[Stored data]
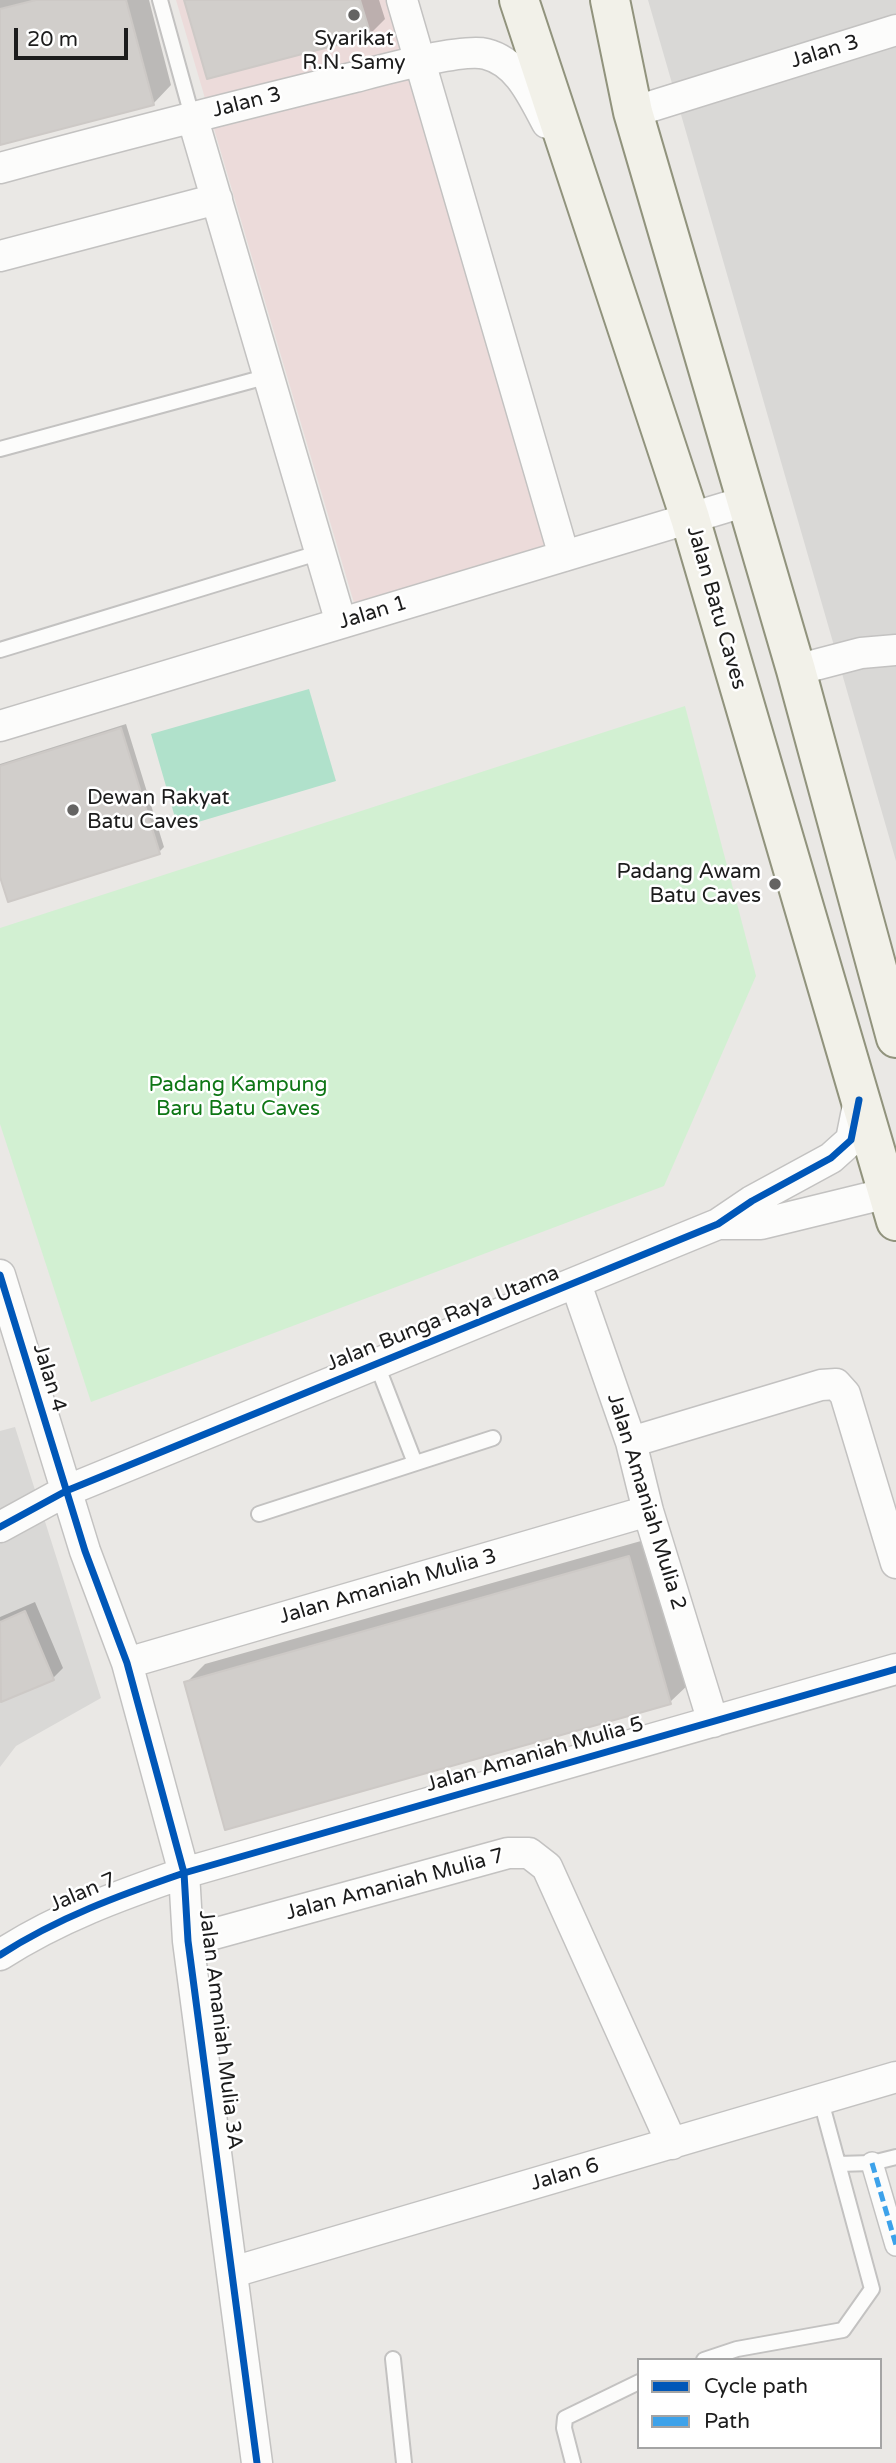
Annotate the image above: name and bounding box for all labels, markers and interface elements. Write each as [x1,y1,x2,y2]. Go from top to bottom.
marker: Syarikat R.N. Samy [346,7,362,23]
scale bar [18,14,131,58]
place label: Syarikat R.N. Samy [302,26,406,76]
text: 20 m [27,27,78,52]
street label: Jalan 3 [788,30,862,74]
street label: Jalan 3 [210,82,284,124]
street label: Jalan Batu Caves [681,524,751,692]
street label: Jalan 1 [336,591,410,635]
place label: Dewan Rakyat Batu Caves [87,785,230,835]
marker: Dewan Rakyat Batu Caves [65,802,81,818]
place label: Padang Awam Batu Caves [617,859,761,909]
marker: Padang Awam Batu Caves [767,876,783,892]
park label: Padang Kampung Baru Batu Caves [148,1072,328,1122]
street label: Jalan Bunga Raya Utama [323,1261,563,1377]
street label: Jalan 4 [27,1341,71,1415]
street label: Jalan Amaniah Mulia 2 [601,1391,691,1613]
street label: Jalan Amaniah Mulia 3 [276,1544,500,1630]
street label: Jalan Amaniah Mulia 5 [423,1712,647,1798]
street label: Jalan Amaniah Mulia 7 [283,1844,507,1926]
street label: Jalan 7 [46,1868,120,1918]
street label: Jalan Amaniah Mulia 3A [193,1909,247,2151]
street label: Jalan 6 [528,2153,602,2197]
legend [637,2358,882,2449]
text: Cycle path [704,2374,808,2399]
text: Path [704,2409,750,2434]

TASK OBJECTIVE ▸ Every line above should be duplicated exactly; the pictures are to be left out.

TASK RESULT ▸
Annotate the image above: name and bounding box for all labels, markers and interface elements. Write each as [x1,y1,x2,y2]. Go from top to bottom.
marker: Syarikat R.N. Samy [346,7,362,23]
scale bar [18,14,131,58]
place label: Syarikat R.N. Samy [302,26,406,76]
text: 20 m [27,27,78,52]
street label: Jalan 3 [788,30,862,74]
street label: Jalan 3 [210,82,284,124]
street label: Jalan Batu Caves [681,524,751,692]
street label: Jalan 1 [336,591,410,635]
place label: Dewan Rakyat Batu Caves [87,785,230,835]
marker: Dewan Rakyat Batu Caves [65,802,81,818]
place label: Padang Awam Batu Caves [617,859,761,909]
marker: Padang Awam Batu Caves [767,876,783,892]
park label: Padang Kampung Baru Batu Caves [148,1072,328,1122]
street label: Jalan Bunga Raya Utama [323,1261,563,1377]
street label: Jalan 4 [27,1341,71,1415]
street label: Jalan Amaniah Mulia 2 [601,1391,691,1613]
street label: Jalan Amaniah Mulia 3 [276,1544,500,1630]
street label: Jalan Amaniah Mulia 5 [423,1712,647,1798]
street label: Jalan Amaniah Mulia 7 [283,1844,507,1926]
street label: Jalan 7 [46,1868,120,1918]
street label: Jalan Amaniah Mulia 3A [193,1909,247,2151]
street label: Jalan 6 [528,2153,602,2197]
legend [637,2358,882,2449]
text: Cycle path [704,2374,808,2399]
text: Path [704,2409,750,2434]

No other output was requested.